Figari et l’identité gastronomique corse
Le Figari illustre parfaitement la relation entre un vin et une gastronomie régionale.
Il ne s’agit pas seulement d’un vin produit sur une île méditerranéenne. Sa personnalité est liée à un ensemble de facteurs, cépages autochtones, sols, climat, relief, vents et pratiques viticoles.
À table, cette identité se retrouve dans les accords avec les produits emblématiques de la Corse, poisson grillé, langoustines, charcuterie, agneau, veau, sanglier, légumes du soleil, huile d’olive et fromages de brebis.
Le Figari blanc exprime particulièrement bien la dimension maritime et fraîche de la cuisine insulaire. Le Figari rouge accompagne davantage la cuisine de la terre, les grillades et les plats mijotés. Le rosé se situe entre ces deux univers et accompagne naturellement la cuisine estivale.
L’essentiel à retenir
Le Figari AOC, plus exactement Vin de Corse ou Corse Figari, est une dénomination géographique complémentaire de l’AOC Vin de Corse, produite dans le sud de la Corse sur les communes de Figari, Monacia-d’Aullène et Pianottoli-Caldarello.

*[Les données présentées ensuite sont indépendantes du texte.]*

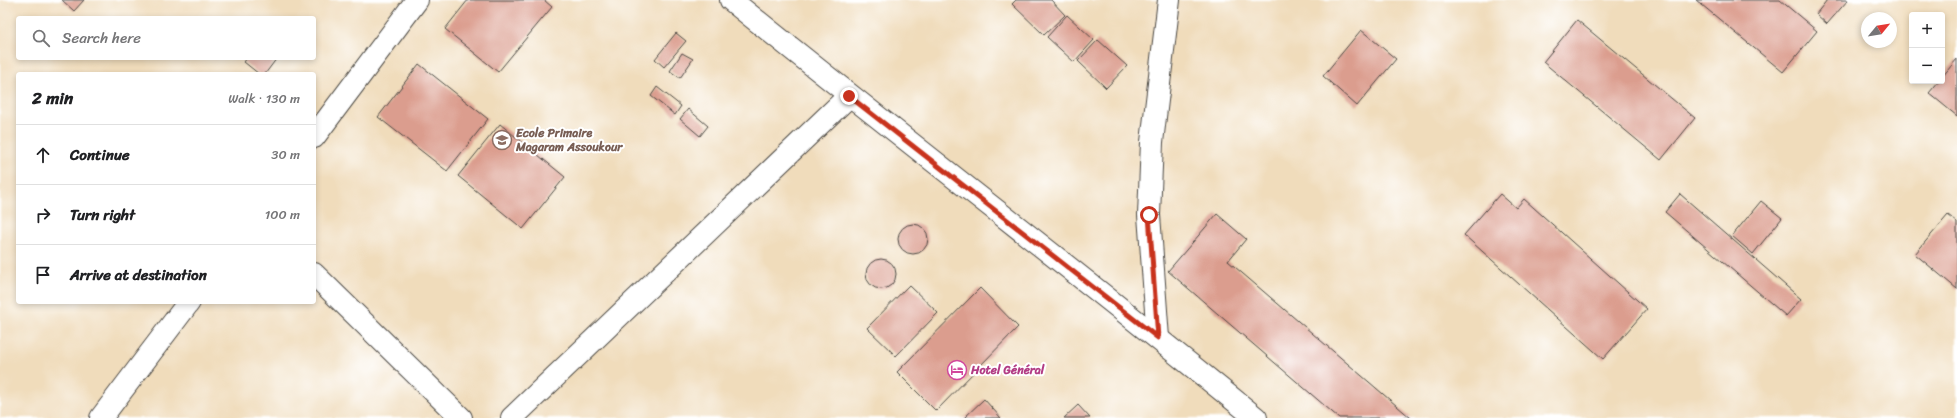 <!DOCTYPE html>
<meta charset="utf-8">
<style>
:root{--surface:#fff;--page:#f6f6f6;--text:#202124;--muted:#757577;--line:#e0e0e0}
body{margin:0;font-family:Sriracha,sans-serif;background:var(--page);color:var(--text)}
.controls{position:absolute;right:12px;top:12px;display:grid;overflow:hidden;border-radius:4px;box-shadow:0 2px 6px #0003}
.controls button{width:36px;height:36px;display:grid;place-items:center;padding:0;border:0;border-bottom:1px solid var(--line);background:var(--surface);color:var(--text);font:20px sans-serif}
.compass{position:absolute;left:1861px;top:12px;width:36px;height:36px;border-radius:50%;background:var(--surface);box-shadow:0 2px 6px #0003;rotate:60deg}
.stop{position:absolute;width:12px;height:12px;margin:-9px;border:3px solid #c8321e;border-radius:50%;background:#fff}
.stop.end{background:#c8321e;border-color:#fff;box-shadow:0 1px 4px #0008}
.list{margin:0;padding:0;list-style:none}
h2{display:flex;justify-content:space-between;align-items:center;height:52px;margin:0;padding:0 16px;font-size:17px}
h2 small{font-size:13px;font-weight:400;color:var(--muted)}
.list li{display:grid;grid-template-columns:26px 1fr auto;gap:12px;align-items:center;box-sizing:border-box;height:60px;padding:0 16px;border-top:1px solid var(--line)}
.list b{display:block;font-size:15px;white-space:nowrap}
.list em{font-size:13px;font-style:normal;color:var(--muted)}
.icon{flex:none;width:22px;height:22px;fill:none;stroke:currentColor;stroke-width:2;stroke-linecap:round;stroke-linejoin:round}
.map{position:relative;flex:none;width:1957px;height:418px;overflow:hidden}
.search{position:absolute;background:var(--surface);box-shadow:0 2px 6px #0003;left:16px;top:16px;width:300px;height:44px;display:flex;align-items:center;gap:10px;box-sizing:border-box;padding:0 14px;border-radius:4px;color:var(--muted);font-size:15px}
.panel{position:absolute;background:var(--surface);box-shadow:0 2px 6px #0003;left:16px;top:72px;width:300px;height:232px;border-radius:4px}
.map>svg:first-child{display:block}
</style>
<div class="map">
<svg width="1957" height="418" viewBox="0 0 1957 418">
<rect width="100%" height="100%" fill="#fff"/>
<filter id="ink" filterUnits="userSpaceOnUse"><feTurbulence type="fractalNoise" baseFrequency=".025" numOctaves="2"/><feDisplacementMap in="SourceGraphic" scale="8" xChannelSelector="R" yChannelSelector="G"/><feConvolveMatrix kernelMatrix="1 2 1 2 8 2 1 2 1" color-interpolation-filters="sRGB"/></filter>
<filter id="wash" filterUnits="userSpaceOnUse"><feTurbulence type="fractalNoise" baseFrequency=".012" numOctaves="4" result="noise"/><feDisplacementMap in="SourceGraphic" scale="16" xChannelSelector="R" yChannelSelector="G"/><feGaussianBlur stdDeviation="0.9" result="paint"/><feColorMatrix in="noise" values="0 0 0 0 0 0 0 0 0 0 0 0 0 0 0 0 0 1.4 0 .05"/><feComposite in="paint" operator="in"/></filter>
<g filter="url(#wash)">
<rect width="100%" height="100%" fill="#f0dcbb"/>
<g id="blocks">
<g fill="#db9d8e">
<polygon points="62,0 84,0 74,11"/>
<polygon points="468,0 544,0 552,7 498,72 445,29"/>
<polygon points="1016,0 1051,0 1065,15 1044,35 1012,4"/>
<polygon points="1696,0 1780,0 1817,31 1783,72"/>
<polygon points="1827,0 1848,0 1827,24 1816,14"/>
<polygon points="1067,15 1094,40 1074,62 1047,37"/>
<polygon points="1577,20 1695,118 1661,160 1543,62"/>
<polygon points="1361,30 1396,59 1357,106 1323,76"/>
<polygon points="676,33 686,41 664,67 655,59"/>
<polygon points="1098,40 1127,66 1106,88 1078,61"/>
<polygon points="682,53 693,59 680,78 670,71"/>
<polygon points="247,58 277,58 265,74 259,74 244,62"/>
<polygon points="1957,59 1957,116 1929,93 1939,81 1942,81 1942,77"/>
<polygon points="419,64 488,119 447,171 378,117"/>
<polygon points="657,87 681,106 675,115 651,96"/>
<polygon points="688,109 708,126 700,136 680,119"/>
<polygon points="500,124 565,177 523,229 458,176"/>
<polygon points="1500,194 1516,208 1524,199 1647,309 1603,359 1464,235"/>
<polygon points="1680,194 1801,299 1786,316 1665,212"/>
<polygon points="1761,201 1782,218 1753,254 1732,236"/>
<polygon points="1217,214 1246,239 1228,261 1411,418 1339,418 1168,271"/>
<polygon points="1948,215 1957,222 1957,289 1915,254"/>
<circle cx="913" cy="239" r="15"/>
<circle cx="881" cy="274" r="15"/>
<polygon points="909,285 938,313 896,356 867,328"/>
<polygon points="980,288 1018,327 936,411 897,372"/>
<polygon points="984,399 1001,418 964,418"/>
<polygon points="1078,405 1090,418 1064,418"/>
</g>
</g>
</g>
<g filter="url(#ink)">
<use href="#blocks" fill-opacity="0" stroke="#494641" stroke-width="1"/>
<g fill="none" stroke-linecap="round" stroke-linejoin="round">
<g stroke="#494641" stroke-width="24">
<g id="minor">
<path d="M731 0C905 141 1083 276 1256 418"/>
<polyline points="314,137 417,0"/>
<polyline points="314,274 461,418"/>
<polyline points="1158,338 1149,215 1152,142 1169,0"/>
<polyline points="101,418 189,302"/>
<polyline points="512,418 849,96"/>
</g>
</g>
<use href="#minor" stroke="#fff" stroke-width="22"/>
</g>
</g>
<g fill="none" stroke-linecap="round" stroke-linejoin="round" filter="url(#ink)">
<polyline stroke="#c8321e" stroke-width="5" points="849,96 1158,338 1149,215"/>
</g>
<defs>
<g id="school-ring" transform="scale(1)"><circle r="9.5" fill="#fff" stroke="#8d6e63" stroke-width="1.5"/><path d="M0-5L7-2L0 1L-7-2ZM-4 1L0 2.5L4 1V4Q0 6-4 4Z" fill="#8d6e63"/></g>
<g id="hotel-ring" transform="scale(1)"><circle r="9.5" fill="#fff" stroke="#d1479c" stroke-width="1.5"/><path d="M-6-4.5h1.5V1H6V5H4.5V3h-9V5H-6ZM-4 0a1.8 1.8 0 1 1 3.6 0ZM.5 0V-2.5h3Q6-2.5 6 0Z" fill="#d1479c"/></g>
</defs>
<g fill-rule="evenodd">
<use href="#school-ring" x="502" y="140"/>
<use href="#hotel-ring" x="957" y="370"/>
</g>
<g text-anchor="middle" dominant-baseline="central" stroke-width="4" stroke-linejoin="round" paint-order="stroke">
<g font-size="12" font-weight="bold" fill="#785e54" stroke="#fff" text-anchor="start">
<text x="516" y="133">Ecole Primaire<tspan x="516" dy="14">Magaram Assoukour</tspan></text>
</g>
<g font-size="12" font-weight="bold" fill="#b23c85" stroke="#fff" text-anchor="start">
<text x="971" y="370">Hotel Général</text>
</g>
</g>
</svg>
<div class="controls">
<button>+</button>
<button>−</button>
</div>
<svg class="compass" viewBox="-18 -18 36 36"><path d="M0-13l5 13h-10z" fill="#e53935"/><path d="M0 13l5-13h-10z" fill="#757577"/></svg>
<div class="stop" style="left:1149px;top:215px"></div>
<div class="stop end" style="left:849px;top:96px"></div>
<div class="search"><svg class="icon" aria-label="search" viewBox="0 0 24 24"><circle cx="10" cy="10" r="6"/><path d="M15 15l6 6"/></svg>Search here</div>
<section class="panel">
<h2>2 min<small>Walk · 130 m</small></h2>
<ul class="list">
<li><svg class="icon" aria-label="ahead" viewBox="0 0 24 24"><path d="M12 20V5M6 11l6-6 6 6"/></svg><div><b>Continue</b></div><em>30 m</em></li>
<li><svg class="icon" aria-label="right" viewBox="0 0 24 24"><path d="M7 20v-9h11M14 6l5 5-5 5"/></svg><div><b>Turn right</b></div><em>100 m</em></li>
<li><svg class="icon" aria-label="arrive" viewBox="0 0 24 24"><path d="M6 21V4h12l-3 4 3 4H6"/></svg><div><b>Arrive at destination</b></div></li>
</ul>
</section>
</div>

Il produit des rouges, des rosés et des blancs.
Les rouges et rosés reposent notamment sur le sciaccarellu, le niellucciu et le grenache, tandis que les blancs sont principalement issus du vermentinu.
Son terroir méridional, marqué par le climat méditerranéen, les vents, les reliefs et les terrains granitiques, donne naissance à des vins qui trouvent naturellement leur place dans la cuisine corse.
Le Figari blanc accompagne la mer et les produits iodés ; le rosé s’accorde avec la cuisine estivale et les grillades légères ; le rouge accompagne la charcuterie, les viandes, les grillades et les plats mijotés.
À travers le vermentinu, le sciaccarellu, le niellucciu et le grenache, Figari est l’une des expressions les plus caractéristiques du vignoble méridional corse, où le vin demeure intimement lié au paysage, aux produits et à la cuisine de l’île.